A progressive approach for processing satellite data by operational research

KUTER S., Weber G., Akyurek Z.

OPERATIONAL RESEARCH, vol.17, no.2, pp.371-393, 2017 (SCI-Expanded) identifier identifier

  • Publication Type: Article / Article
  • Volume: 17 Issue: 2
  • Publication Date: 2017
  • Doi Number: 10.1007/s12351-016-0229-x
  • Journal Indexes: Science Citation Index Expanded (SCI-EXPANDED), Scopus
  • Page Numbers: pp.371-393
  • Keywords: MARS, Operational research, Remote sensing, Atmospheric, correction, Nonparametric regression splines, RADIATIVE-TRANSFER CODE, WATER-VAPOR ABSORPTION, ATMOSPHERIC CORRECTION, SOLAR SPECTRUM, VECTOR VERSION, 6S, OPTIMIZATION, VALIDATION, RCMARS, SIGNAL
  • Middle East Technical University Affiliated: Yes


Satellite data, together with spatial technologies, have a vital importance in earth sciences to continuously monitor natural and physical processes.

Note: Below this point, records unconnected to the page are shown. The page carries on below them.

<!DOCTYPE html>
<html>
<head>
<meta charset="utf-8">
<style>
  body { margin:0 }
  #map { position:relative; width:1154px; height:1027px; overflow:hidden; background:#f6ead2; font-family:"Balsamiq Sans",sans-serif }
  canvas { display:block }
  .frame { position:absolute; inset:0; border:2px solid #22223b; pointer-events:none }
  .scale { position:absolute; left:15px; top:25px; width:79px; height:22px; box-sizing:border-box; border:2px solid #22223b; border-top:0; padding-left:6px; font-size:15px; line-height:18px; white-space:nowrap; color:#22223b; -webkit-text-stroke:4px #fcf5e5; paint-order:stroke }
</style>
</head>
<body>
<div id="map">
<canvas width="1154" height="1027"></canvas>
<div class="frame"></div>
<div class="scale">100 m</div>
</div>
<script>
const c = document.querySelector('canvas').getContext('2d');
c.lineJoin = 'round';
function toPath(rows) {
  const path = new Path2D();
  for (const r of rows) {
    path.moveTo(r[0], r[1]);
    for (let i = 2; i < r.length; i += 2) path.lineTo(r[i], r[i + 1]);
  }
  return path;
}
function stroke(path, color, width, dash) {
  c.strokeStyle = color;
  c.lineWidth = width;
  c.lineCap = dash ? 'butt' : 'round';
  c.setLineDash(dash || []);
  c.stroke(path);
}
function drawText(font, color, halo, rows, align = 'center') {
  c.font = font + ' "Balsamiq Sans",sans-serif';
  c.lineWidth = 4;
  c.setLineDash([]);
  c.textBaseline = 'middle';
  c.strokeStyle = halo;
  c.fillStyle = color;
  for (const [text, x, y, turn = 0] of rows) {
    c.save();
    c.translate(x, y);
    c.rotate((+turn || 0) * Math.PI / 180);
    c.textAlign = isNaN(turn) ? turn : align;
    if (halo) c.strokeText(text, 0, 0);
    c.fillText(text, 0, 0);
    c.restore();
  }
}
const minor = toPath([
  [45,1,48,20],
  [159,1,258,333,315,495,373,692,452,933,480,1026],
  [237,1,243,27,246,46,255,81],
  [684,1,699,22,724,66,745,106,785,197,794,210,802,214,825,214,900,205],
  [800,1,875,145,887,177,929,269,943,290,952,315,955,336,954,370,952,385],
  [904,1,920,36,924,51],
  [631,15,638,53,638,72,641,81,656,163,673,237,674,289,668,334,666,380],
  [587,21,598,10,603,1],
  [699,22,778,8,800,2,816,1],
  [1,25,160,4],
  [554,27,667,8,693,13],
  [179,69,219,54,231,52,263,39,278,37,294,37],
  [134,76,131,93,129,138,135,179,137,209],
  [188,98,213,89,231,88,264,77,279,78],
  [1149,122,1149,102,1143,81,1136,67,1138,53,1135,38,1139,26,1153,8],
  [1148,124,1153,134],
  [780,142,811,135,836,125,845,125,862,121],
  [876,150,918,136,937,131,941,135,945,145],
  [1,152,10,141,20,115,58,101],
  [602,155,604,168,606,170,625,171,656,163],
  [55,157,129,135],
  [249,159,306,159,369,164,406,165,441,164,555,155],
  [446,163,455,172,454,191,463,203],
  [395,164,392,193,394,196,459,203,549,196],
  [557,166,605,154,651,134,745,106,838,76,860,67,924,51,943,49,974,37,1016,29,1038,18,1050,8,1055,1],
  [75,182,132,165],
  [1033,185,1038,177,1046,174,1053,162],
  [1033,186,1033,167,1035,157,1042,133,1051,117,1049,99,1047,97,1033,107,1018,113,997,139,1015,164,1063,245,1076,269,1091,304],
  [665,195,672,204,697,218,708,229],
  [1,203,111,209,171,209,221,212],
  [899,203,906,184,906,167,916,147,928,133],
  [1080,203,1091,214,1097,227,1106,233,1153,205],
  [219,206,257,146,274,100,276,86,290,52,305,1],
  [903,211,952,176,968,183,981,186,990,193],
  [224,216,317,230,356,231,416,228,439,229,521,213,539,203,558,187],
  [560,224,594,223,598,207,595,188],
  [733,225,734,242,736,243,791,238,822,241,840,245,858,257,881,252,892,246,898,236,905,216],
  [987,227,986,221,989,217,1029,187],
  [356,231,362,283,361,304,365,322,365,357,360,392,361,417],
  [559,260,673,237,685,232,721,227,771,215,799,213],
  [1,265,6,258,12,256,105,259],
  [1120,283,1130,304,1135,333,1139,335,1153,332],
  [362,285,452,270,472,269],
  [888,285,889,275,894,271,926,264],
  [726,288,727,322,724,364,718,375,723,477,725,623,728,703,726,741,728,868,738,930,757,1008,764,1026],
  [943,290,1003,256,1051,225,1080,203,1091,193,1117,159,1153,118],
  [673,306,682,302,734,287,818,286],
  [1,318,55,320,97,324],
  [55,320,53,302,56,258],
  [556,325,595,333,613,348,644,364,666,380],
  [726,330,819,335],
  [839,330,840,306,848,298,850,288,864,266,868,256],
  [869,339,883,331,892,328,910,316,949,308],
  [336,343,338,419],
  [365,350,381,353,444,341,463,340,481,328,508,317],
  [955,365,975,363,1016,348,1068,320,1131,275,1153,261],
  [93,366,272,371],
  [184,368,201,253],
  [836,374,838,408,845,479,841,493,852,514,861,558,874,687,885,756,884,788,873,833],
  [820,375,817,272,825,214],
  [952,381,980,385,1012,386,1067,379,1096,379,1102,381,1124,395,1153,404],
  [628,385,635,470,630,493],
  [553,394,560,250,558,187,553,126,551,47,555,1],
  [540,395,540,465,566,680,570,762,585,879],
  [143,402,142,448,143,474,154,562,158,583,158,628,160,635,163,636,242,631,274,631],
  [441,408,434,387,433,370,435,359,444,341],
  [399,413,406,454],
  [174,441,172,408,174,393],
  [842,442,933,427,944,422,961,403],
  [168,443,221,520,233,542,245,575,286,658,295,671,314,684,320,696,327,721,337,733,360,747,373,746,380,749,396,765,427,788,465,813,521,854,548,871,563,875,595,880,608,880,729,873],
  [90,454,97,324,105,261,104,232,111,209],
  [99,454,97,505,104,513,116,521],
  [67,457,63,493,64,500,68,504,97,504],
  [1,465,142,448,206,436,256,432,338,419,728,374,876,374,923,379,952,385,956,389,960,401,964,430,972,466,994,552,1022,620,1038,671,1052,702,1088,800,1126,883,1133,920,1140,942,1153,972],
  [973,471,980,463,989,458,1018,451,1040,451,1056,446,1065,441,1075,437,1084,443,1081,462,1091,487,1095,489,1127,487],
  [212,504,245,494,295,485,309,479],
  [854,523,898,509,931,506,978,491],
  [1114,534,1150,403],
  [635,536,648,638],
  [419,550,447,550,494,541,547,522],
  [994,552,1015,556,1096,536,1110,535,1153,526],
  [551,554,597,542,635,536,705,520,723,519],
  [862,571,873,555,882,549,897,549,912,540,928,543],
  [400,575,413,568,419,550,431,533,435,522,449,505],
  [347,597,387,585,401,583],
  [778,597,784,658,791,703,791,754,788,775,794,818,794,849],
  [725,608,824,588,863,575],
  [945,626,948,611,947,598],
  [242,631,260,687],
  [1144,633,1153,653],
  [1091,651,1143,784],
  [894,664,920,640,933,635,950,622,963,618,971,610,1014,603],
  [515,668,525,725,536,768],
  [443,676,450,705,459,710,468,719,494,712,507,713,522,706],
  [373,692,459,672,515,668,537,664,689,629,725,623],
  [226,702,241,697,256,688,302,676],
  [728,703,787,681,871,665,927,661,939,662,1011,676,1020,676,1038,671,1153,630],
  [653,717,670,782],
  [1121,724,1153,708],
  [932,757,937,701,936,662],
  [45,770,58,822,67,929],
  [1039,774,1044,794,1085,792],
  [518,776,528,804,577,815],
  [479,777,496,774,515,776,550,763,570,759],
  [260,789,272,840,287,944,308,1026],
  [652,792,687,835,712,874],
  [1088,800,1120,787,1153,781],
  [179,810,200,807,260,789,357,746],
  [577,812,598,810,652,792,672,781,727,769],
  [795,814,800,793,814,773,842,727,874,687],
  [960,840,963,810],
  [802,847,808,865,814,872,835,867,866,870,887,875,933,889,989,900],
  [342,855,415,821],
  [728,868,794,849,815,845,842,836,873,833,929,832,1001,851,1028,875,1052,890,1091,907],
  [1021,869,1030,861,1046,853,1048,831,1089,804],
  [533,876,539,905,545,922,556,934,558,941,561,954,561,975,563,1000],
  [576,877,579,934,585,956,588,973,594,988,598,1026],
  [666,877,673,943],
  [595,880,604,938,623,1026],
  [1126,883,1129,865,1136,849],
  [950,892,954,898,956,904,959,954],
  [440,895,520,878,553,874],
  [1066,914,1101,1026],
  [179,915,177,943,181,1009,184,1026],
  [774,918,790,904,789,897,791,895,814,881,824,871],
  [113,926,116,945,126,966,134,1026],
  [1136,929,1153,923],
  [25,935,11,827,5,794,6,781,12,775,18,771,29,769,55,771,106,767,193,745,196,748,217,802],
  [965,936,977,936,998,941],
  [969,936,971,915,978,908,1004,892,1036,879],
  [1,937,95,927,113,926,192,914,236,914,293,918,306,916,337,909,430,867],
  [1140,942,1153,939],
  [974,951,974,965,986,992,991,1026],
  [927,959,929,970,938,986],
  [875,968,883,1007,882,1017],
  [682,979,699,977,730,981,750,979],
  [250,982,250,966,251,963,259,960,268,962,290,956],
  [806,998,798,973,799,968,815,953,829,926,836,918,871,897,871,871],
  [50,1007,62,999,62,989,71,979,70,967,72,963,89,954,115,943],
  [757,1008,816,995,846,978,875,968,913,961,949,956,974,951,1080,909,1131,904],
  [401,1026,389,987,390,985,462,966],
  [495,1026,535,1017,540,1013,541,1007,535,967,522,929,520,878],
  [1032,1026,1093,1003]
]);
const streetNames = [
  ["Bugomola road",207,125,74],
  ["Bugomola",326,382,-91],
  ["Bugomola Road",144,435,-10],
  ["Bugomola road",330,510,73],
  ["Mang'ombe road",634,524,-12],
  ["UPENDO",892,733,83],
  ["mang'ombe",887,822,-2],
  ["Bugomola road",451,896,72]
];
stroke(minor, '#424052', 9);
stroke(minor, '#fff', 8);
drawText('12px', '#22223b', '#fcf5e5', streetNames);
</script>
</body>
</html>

However, images taken by earth-observing satellites are often associated with uncertainties due to atmospheric effects (i.e., absorption and scattering by atmospheric gases and aerosols). In this paper, a more adaptable approach for the removal of atmospheric effects from satellite data is introduced within an operational research perspective by utilizing nonparametric regression splines. Regional atmospheric correction models via multivariate adaptive regression splines (MARS) are applied on a set of satellite images for Alps and Turkey to calculate surface reflectance values. A classical radiative transfer based atmospheric correction method is likewise employed on the same data set. The results are compared in terms of relative differences with respect to surface reflectance data. MARS provides significant improvement in the order of 40 and 37 % for Alps and Turkey, respectively.